Find the line with "const c = document.querySelector('canvas').getContext('2d');" in the entries below. Repeat it, every following line, and the line with "M2 49 105 107 93 129 69 115 60 130 2 97Z", exactly and with nothing added.

(Supplied entries Opens)

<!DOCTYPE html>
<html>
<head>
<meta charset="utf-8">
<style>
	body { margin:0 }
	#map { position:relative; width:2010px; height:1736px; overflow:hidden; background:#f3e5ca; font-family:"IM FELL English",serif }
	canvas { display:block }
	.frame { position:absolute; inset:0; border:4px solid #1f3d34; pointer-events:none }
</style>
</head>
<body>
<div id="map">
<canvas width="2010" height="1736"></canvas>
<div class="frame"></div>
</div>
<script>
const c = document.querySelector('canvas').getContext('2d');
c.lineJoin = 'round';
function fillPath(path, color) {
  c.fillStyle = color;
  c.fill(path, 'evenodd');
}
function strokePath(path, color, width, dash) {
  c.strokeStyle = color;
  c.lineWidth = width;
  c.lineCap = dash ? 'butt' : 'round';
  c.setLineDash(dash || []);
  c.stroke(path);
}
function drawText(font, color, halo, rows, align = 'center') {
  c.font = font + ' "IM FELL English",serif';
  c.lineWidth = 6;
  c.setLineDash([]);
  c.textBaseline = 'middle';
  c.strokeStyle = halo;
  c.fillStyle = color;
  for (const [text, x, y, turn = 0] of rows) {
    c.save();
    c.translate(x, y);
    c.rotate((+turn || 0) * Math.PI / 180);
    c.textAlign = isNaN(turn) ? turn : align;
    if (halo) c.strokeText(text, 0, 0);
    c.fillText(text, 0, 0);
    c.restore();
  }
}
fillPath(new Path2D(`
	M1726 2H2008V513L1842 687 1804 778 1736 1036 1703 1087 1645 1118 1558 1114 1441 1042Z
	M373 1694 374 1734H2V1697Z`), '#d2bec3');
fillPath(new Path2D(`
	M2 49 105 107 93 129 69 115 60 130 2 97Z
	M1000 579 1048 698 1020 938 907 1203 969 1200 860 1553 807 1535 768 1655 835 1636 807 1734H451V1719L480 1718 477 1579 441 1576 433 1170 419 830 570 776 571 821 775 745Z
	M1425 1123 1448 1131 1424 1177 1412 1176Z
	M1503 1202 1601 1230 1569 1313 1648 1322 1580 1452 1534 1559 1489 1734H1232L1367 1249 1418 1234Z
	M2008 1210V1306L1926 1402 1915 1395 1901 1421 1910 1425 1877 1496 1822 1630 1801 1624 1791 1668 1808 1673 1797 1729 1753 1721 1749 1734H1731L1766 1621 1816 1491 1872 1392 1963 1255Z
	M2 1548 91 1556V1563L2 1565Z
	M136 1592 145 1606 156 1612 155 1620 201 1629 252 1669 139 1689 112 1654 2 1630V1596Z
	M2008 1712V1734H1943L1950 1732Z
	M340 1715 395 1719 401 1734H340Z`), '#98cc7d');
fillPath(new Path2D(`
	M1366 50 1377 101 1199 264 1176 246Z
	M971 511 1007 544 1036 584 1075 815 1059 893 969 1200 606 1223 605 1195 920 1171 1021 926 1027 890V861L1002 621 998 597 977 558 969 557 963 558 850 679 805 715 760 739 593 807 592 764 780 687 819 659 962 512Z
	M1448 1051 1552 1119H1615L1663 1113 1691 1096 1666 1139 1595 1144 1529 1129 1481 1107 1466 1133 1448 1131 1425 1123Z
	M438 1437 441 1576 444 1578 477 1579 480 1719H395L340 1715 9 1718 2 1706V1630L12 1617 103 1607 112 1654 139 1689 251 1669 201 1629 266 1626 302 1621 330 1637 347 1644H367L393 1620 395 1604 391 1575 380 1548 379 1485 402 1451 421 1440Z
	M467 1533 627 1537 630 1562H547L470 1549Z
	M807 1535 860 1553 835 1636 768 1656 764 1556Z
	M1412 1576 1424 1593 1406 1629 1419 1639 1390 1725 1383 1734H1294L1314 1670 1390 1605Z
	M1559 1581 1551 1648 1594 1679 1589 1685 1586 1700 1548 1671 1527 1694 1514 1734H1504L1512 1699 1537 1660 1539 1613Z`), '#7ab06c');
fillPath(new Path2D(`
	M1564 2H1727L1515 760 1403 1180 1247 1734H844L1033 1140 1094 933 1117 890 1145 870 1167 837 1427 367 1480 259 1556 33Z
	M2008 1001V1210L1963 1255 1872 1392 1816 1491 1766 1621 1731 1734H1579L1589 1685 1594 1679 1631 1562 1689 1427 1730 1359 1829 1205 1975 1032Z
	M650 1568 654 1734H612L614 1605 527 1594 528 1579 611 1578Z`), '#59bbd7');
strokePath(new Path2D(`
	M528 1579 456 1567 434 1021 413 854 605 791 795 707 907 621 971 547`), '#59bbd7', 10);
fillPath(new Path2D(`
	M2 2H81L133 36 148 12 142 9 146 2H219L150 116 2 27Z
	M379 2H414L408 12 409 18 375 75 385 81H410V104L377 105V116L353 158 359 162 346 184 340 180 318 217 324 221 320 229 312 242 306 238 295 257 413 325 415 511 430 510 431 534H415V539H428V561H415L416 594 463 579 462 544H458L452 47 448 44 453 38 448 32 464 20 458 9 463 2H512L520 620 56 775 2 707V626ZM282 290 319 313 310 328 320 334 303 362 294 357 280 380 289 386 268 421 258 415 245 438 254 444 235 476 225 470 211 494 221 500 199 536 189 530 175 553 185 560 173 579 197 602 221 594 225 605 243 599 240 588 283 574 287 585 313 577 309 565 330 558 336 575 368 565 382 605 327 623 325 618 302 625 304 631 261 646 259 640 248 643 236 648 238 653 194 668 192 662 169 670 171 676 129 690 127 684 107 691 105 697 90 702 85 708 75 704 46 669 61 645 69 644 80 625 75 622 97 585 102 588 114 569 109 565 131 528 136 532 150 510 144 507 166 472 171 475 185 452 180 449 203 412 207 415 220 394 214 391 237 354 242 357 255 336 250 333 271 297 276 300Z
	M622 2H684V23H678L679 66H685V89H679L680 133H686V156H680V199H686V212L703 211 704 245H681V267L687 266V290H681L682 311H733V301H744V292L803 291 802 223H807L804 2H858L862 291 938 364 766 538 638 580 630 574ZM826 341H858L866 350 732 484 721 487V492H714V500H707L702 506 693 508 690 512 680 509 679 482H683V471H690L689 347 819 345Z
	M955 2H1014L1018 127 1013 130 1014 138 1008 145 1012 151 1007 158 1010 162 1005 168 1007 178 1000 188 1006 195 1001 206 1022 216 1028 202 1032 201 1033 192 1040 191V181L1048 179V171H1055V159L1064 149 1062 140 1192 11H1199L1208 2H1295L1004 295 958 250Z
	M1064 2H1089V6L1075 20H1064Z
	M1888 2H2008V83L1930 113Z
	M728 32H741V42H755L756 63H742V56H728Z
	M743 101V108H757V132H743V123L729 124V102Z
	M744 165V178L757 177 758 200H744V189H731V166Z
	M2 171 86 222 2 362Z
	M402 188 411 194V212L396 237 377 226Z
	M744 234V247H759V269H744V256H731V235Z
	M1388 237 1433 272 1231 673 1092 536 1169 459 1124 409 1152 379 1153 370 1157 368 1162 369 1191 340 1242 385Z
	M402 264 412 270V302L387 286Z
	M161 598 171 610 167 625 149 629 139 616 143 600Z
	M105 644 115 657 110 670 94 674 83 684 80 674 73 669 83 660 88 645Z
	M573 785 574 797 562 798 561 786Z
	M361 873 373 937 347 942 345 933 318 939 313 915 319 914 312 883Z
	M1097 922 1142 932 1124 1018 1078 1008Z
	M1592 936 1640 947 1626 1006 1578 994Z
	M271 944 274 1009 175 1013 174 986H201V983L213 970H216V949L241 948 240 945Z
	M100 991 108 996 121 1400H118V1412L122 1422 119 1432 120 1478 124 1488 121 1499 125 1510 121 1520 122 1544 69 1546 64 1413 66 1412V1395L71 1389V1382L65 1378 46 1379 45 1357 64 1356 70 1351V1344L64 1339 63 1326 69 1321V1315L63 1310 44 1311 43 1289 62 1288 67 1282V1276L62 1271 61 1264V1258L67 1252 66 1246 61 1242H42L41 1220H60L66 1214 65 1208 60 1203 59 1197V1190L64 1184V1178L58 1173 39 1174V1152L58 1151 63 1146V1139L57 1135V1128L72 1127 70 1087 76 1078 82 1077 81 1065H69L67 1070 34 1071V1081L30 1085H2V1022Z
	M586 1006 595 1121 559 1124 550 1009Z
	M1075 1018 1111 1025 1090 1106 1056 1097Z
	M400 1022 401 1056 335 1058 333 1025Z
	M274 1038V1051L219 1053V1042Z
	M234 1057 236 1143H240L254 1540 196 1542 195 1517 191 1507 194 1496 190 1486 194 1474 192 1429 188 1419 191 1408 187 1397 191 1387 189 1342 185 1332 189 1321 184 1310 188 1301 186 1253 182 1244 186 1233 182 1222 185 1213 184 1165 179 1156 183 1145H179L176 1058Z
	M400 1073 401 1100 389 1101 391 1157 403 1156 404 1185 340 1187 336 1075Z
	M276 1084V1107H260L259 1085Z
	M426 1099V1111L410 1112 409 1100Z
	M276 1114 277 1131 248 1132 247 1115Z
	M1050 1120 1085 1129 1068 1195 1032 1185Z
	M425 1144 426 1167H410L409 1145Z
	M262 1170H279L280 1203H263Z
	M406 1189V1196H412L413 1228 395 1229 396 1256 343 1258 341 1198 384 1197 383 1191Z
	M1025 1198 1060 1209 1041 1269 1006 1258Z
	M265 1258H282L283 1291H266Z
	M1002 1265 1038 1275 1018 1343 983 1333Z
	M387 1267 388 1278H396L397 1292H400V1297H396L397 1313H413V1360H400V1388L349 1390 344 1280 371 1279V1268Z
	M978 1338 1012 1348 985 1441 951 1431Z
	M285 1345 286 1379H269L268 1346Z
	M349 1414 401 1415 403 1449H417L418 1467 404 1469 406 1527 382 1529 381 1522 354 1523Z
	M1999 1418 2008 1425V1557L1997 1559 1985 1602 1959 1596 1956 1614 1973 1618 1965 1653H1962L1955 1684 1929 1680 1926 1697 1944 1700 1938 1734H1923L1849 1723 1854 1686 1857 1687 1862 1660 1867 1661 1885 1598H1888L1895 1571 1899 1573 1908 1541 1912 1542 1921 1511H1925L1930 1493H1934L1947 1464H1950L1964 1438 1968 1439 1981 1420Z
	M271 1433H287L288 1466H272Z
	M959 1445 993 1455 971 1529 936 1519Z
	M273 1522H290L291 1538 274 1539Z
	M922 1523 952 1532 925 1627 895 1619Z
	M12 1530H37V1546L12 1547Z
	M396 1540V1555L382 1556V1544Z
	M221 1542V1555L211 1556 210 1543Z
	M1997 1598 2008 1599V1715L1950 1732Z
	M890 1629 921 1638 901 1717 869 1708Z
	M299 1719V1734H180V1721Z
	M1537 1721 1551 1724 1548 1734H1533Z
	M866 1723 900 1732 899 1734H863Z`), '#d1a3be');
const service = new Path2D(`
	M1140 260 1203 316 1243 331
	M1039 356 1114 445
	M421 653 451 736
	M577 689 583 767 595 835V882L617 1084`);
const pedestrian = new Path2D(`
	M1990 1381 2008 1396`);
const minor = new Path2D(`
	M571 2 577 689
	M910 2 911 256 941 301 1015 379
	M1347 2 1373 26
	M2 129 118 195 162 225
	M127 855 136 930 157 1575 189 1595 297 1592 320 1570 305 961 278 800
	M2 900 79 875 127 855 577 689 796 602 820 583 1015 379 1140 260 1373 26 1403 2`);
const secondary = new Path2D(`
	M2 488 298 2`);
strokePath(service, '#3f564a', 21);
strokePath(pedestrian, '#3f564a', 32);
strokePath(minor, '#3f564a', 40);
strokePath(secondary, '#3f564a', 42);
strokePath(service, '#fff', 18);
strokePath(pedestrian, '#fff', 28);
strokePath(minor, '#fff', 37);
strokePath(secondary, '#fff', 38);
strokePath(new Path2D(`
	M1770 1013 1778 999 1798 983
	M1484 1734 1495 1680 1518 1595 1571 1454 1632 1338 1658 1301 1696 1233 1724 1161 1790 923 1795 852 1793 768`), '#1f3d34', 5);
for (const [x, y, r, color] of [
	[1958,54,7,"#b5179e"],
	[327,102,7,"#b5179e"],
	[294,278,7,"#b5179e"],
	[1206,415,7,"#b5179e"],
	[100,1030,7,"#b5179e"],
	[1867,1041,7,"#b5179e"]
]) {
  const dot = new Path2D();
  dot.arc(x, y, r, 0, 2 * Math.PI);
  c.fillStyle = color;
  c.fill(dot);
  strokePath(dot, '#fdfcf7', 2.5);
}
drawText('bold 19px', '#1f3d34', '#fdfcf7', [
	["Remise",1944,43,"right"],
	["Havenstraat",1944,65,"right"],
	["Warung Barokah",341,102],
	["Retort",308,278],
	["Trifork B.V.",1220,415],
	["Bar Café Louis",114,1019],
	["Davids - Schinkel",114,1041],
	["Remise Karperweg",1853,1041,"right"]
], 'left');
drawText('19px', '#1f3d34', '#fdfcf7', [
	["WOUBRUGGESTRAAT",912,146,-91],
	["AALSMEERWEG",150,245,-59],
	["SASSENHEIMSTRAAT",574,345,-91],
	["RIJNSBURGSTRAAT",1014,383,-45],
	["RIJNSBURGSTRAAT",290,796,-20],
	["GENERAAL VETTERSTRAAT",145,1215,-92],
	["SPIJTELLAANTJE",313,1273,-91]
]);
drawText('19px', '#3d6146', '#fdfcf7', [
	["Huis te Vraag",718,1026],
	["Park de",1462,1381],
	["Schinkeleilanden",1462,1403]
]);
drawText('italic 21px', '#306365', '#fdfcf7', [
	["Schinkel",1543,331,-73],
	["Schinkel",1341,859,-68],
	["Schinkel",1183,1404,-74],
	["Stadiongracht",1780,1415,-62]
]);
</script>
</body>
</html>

(Supplied entries Closes)

Exercise answer:
const c = document.querySelector('canvas').getContext('2d');
c.lineJoin = 'round';
function fillPath(path, color) {
  c.fillStyle = color;
  c.fill(path, 'evenodd');
}
function strokePath(path, color, width, dash) {
  c.strokeStyle = color;
  c.lineWidth = width;
  c.lineCap = dash ? 'butt' : 'round';
  c.setLineDash(dash || []);
  c.stroke(path);
}
function drawText(font, color, halo, rows, align = 'center') {
  c.font = font + ' "IM FELL English",serif';
  c.lineWidth = 6;
  c.setLineDash([]);
  c.textBaseline = 'middle';
  c.strokeStyle = halo;
  c.fillStyle = color;
  for (const [text, x, y, turn = 0] of rows) {
    c.save();
    c.translate(x, y);
    c.rotate((+turn || 0) * Math.PI / 180);
    c.textAlign = isNaN(turn) ? turn : align;
    if (halo) c.strokeText(text, 0, 0);
    c.fillText(text, 0, 0);
    c.restore();
  }
}
fillPath(new Path2D(`
	M1726 2H2008V513L1842 687 1804 778 1736 1036 1703 1087 1645 1118 1558 1114 1441 1042Z
	M373 1694 374 1734H2V1697Z`), '#d2bec3');
fillPath(new Path2D(`
	M2 49 105 107 93 129 69 115 60 130 2 97Z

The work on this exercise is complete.